WORK TASK
Starting at the top of the records below, write out each line exactly as it stands, stopping after the line with "height:4px; margin:-2px; padding:0"; exclude the pictures.

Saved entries

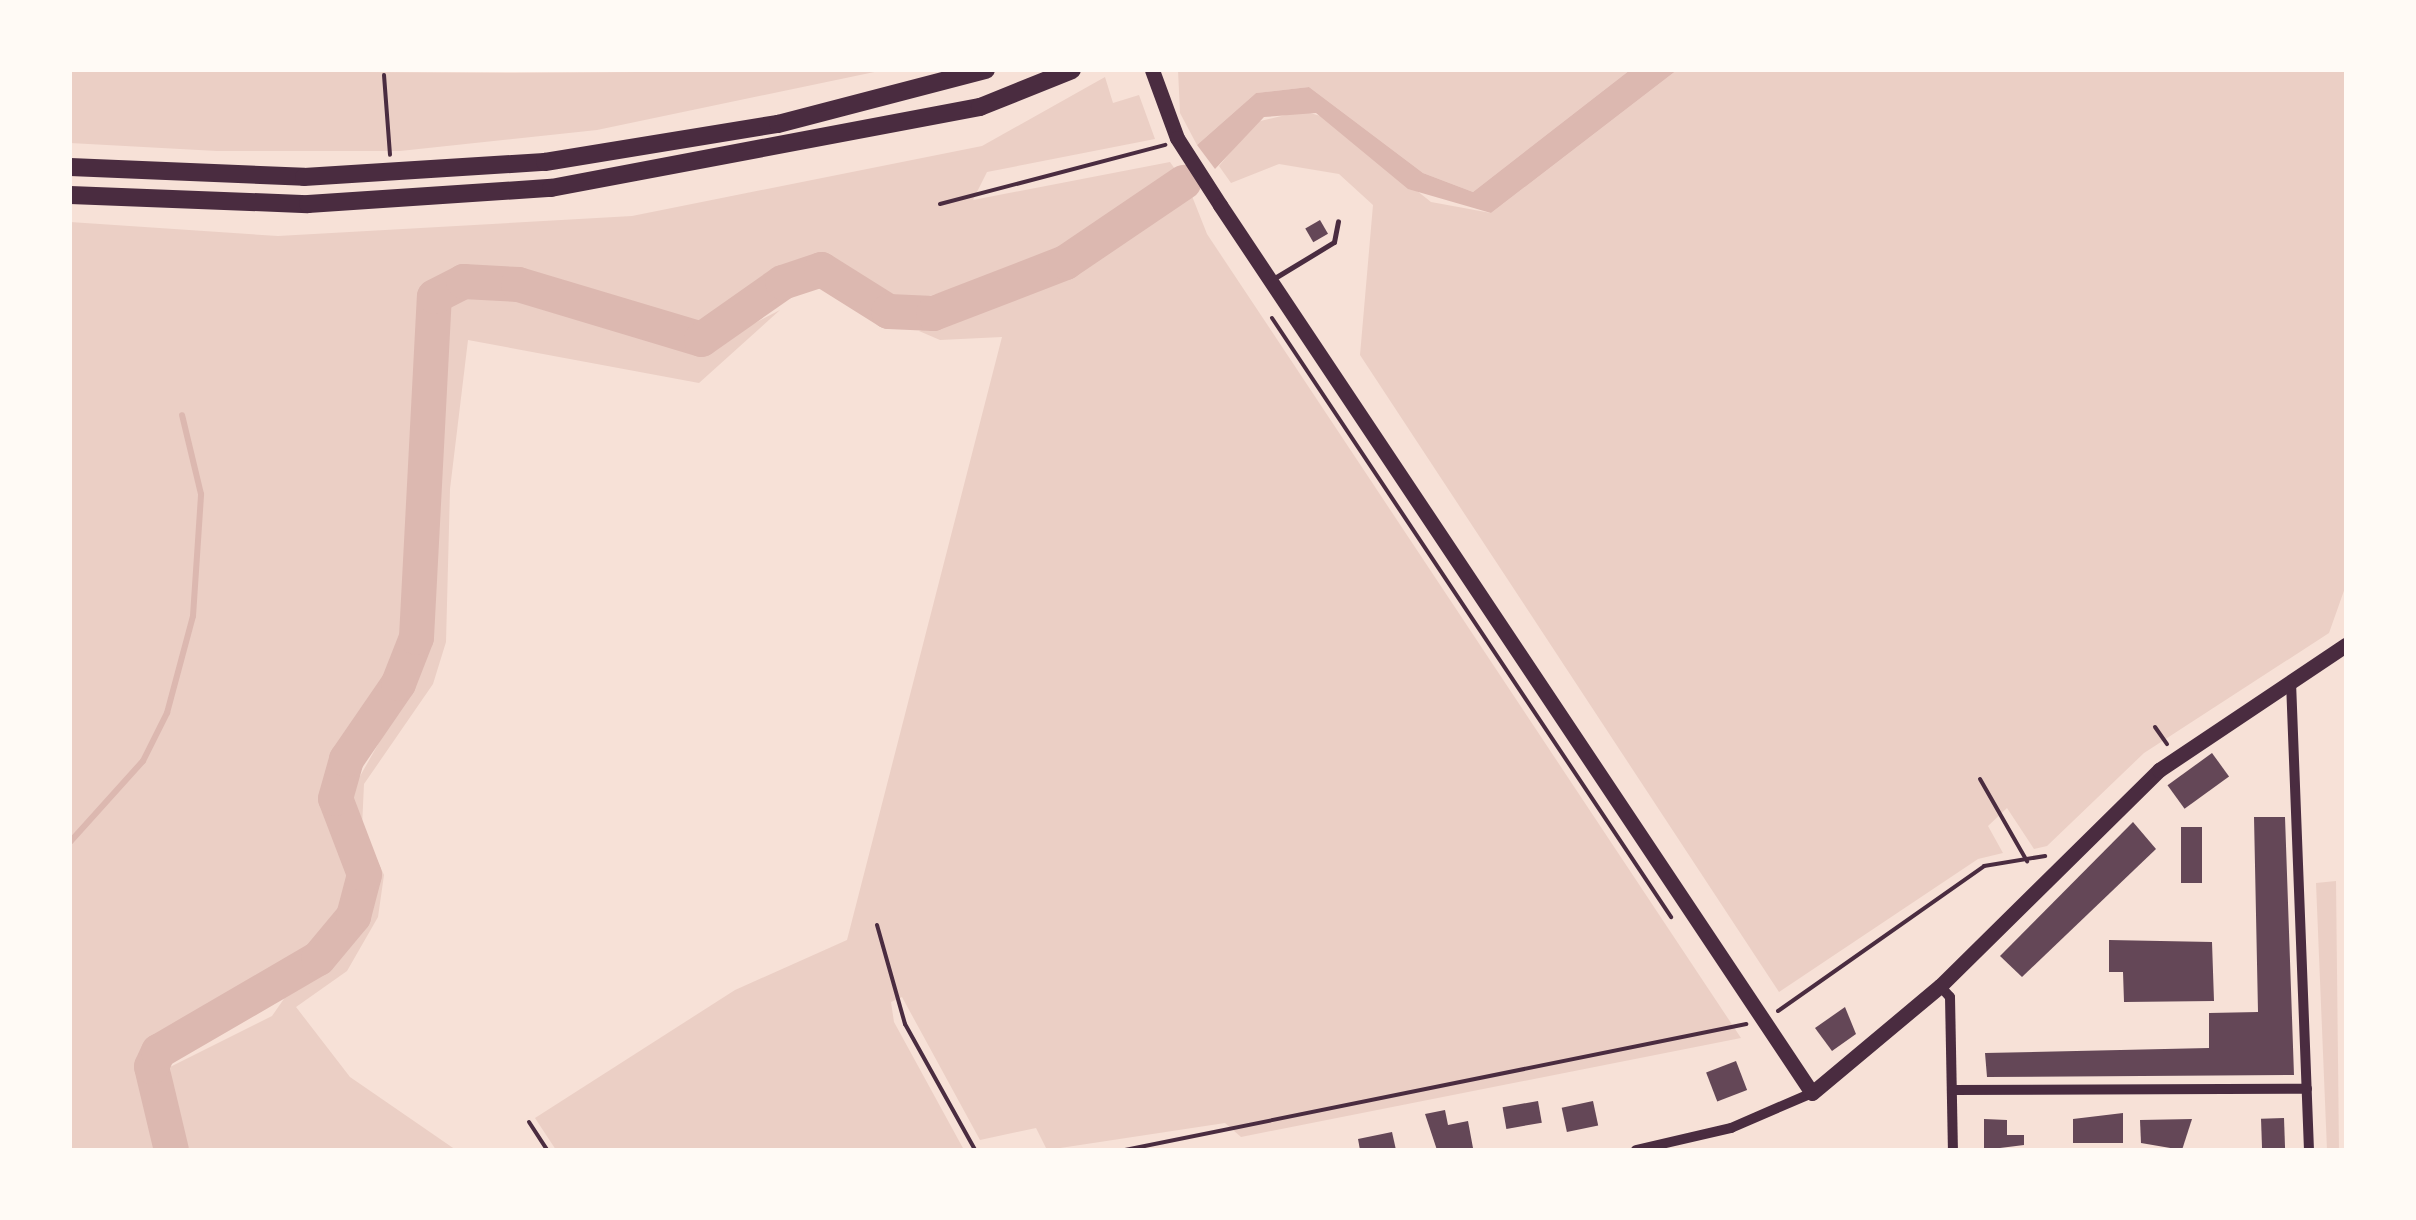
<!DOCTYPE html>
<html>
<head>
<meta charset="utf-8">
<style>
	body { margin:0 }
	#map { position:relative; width:2416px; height:1220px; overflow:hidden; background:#f7e1d7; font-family:Karla,sans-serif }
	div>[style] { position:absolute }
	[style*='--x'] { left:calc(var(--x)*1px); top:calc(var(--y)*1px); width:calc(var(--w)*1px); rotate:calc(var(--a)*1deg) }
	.green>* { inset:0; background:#ebcfc5 }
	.water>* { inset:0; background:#dcb8b0 }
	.stream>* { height:6px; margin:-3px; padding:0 3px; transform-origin:3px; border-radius:3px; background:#dcb8b0 }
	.river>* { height:35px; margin:-17.5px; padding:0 17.5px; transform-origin:17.5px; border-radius:17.5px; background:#dcb8b0 }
	.building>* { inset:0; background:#644757; transform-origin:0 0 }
	.path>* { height:4px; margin:-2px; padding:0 2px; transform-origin:2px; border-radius:2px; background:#4a2c40 }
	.service>* { height:5px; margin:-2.5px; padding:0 2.5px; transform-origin:2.5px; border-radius:2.5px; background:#4a2c40 }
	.minor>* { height:10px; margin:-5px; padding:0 5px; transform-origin:5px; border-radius:5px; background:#4a2c40 }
	.secondary>* { height:15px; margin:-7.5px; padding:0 7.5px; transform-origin:7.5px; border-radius:7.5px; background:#4a2c40 }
	.primary>* { height:18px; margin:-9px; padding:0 9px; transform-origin:9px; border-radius:9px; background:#4a2c40 }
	span { translate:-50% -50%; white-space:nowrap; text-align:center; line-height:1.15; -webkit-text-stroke:10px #fffaf5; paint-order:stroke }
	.frame { position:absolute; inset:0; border:72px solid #fffaf5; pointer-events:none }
</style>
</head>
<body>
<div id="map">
	<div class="green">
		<div style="clip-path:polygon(70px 70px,512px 73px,884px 70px,597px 130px,400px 151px,217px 151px,70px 143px)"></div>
		<div style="clip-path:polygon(1178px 70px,1630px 70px,1473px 192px,1423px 173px,1309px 87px,1256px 93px,1197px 145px,1180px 113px)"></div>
		<div style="clip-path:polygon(1677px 70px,2346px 70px,2346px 585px,2329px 633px,2144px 753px,2047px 846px,2034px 849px,2007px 808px,1988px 826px,2003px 853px,1978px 859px,1779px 992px,1360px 355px,1373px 205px,1339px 174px,1279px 164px,1231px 183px,1219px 166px,1256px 122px,1303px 111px,1324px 117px,1431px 202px,1491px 213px)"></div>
		<div style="clip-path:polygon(1105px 77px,1113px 103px,1139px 95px,1155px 139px,987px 172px,973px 200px,1170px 162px,1177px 172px,1026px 269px,900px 304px,836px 263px,814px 260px,713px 327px,692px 330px,531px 275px,470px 271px,429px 286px,406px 630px,393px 676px,342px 744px,324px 794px,353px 870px,343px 907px,312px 949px,152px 1043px,141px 1090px,156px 1150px,70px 1150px,70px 222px,278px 236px,632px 216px,982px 146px)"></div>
		<div style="clip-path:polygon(1190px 191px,1207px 234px,1741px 1038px,1241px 1137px,1225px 1123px,1047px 1150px,1036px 1128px,980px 1140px,902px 997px,891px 1002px,894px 1022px,964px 1150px,556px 1150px,535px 1118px,735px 990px,847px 940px,1002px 337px,940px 340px,919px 331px,1049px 287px,1095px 246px)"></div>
		<div style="clip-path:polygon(462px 296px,536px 301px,677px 348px,705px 349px,780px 310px,699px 383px,468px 340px,450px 489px,446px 642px,433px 684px,364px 784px,362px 827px,384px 875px,378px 917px,347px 971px,296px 1007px,350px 1077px,456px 1150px,178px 1150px,170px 1067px,272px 1016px,288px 993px,339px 959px,364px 923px,372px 873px,351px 792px,418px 674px,441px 305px)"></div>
		<div style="clip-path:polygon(2336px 881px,2339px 1150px,2327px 1150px,2316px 883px)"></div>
	</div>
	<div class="water">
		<div style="clip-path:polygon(1630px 70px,1677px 70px,1491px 213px,1408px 189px,1316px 113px,1264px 117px,1215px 169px,1197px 145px,1256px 93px,1309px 87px,1423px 173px,1473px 192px)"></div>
	</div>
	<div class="stream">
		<div style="--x:70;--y:842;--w:109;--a:-48"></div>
		<div style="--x:143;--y:761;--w:54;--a:-63.4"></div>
		<div style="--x:167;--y:713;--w:100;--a:-75"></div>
		<div style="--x:193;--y:616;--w:122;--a:-86.2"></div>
		<div style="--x:201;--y:494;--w:81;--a:-103.5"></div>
	</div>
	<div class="river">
		<div style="--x:171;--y:1150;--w:86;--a:-103.4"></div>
		<div style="--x:151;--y:1066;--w:17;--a:-65"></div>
		<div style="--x:158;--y:1051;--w:185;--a:-30.2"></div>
		<div style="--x:318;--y:958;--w:55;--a:-50.2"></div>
		<div style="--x:353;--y:916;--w:43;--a:-75.3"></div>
		<div style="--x:364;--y:874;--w:81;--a:-110.9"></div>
		<div style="--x:335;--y:798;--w:41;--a:-74.2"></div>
		<div style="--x:346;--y:759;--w:92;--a:-55.6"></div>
		<div style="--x:398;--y:683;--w:49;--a:-68.6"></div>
		<div style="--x:416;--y:637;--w:341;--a:-87"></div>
		<div style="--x:434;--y:296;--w:33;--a:-27"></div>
		<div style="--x:463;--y:281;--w:55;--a:3.1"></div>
		<div style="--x:518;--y:284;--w:191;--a:16.7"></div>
		<div style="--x:701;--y:339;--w:99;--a:-35.1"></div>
		<div style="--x:782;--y:282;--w:41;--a:-18.4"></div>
		<div style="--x:821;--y:269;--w:79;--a:32.1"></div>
		<div style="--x:888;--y:311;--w:45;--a:2.5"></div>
		<div style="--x:933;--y:313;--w:142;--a:-21.1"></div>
		<div style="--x:1065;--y:262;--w:143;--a:-34.1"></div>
	</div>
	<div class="building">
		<div style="left:1320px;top:220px;width:16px;height:17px;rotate:60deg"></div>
		<div style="left:2212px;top:753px;width:29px;height:55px;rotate:54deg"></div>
		<div style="clip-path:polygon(2254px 817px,2285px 817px,2294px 1075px,1987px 1077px,1985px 1053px,2209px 1048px,2209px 1013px,2258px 1012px)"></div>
		<div style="clip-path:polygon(2133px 822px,2156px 849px,2022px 977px,2000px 956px)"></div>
		<div style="left:2181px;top:827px;width:21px;height:56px"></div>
		<div style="clip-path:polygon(2109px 940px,2212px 942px,2214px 1001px,2124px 1002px,2123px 972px,2109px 972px)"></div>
		<div style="clip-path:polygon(1845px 1007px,1856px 1034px,1832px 1051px,1815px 1028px)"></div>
		<div style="left:1736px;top:1061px;width:31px;height:32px;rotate:69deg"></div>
		<div style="left:1538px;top:1101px;width:22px;height:36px;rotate:80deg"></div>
		<div style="left:1593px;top:1101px;width:25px;height:32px;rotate:78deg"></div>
		<div style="clip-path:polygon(1445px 1110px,1448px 1125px,1468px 1121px,1473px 1148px,1437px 1150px,1425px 1114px)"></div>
		<div style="clip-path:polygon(2123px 1113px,2123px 1143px,2073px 1143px,2073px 1119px)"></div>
		<div style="left:2284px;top:1118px;width:32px;height:23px;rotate:88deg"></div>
		<div style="clip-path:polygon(1984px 1119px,2007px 1120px,2007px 1135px,2024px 1135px,2024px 1145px,1984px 1150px)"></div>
		<div style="clip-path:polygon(2192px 1119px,2182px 1150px,2141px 1143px,2140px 1120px)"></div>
		<div style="clip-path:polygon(1392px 1132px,1396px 1150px,1360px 1150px,1358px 1139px)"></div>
	</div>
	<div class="path">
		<div style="--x:308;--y:70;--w:86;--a:0"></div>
		<div style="--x:384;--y:75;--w:80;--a:85.7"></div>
		<div style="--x:940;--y:204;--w:233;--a:-14.7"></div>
		<div style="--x:1272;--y:318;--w:720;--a:56.33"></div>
		<div style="--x:2155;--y:727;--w:21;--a:55"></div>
		<div style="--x:1980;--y:779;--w:95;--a:60.2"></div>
		<div style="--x:877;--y:925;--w:103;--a:74.2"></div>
		<div style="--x:905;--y:1024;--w:144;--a:60.9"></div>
		<div style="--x:1778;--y:1011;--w:252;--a:-35.1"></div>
		<div style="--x:1984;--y:866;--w:62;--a:-9.3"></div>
		<div style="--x:529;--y:1122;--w:33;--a:57"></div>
		<div style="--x:1125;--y:1150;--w:634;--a:-11.47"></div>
	</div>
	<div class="service">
		<div style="--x:1273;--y:279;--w:71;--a:-31.2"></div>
		<div style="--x:1334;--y:242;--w:21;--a:-79"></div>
	</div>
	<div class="minor">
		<div style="--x:2291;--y:682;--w:468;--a:87.8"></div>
		<div style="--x:1940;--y:986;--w:15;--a:48"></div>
		<div style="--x:1950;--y:997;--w:153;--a:88.9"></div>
		<div style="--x:1952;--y:1090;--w:355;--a:-0.2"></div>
		<div style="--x:1636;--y:1150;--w:98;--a:-13"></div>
		<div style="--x:1731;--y:1128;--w:88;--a:-23.4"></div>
	</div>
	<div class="secondary">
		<div style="--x:1152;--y:70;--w:72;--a:69.8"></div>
		<div style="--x:1177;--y:138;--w:80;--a:57.3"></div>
		<div style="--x:1220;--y:205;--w:1067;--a:56.31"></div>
		<div style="--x:1812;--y:1093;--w:167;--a:-39.9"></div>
		<div style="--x:1940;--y:986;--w:308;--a:-44.6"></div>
		<div style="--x:2159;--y:770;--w:225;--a:-33.8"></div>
	</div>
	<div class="primary">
		<div style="--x:70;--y:167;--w:234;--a:2.4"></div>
		<div style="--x:304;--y:177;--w:241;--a:-3.6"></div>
		<div style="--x:545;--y:162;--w:236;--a:-9.3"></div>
		<div style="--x:778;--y:124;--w:215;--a:-14.6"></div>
		<div style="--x:70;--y:195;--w:238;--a:2.2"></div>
		<div style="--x:308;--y:204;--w:244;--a:-3.8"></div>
		<div style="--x:551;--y:188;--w:437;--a:-10.7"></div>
		<div style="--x:980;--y:107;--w:99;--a:-21.9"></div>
	</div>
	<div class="frame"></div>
</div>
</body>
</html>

OUTPUT OF THE EXERCISE
<!DOCTYPE html>
<html>
<head>
<meta charset="utf-8">
<style>
	body { margin:0 }
	#map { position:relative; width:2416px; height:1220px; overflow:hidden; background:#f7e1d7; font-family:Karla,sans-serif }
	div>[style] { position:absolute }
	[style*='--x'] { left:calc(var(--x)*1px); top:calc(var(--y)*1px); width:calc(var(--w)*1px); rotate:calc(var(--a)*1deg) }
	.green>* { inset:0; background:#ebcfc5 }
	.water>* { inset:0; background:#dcb8b0 }
	.stream>* { height:6px; margin:-3px; padding:0 3px; transform-origin:3px; border-radius:3px; background:#dcb8b0 }
	.river>* { height:35px; margin:-17.5px; padding:0 17.5px; transform-origin:17.5px; border-radius:17.5px; background:#dcb8b0 }
	.building>* { inset:0; background:#644757; transform-origin:0 0 }
	.path>* { height:4px; margin:-2px; padding:0 2px; transform-origin:2px; border-radius:2px; background:#4a2c40 }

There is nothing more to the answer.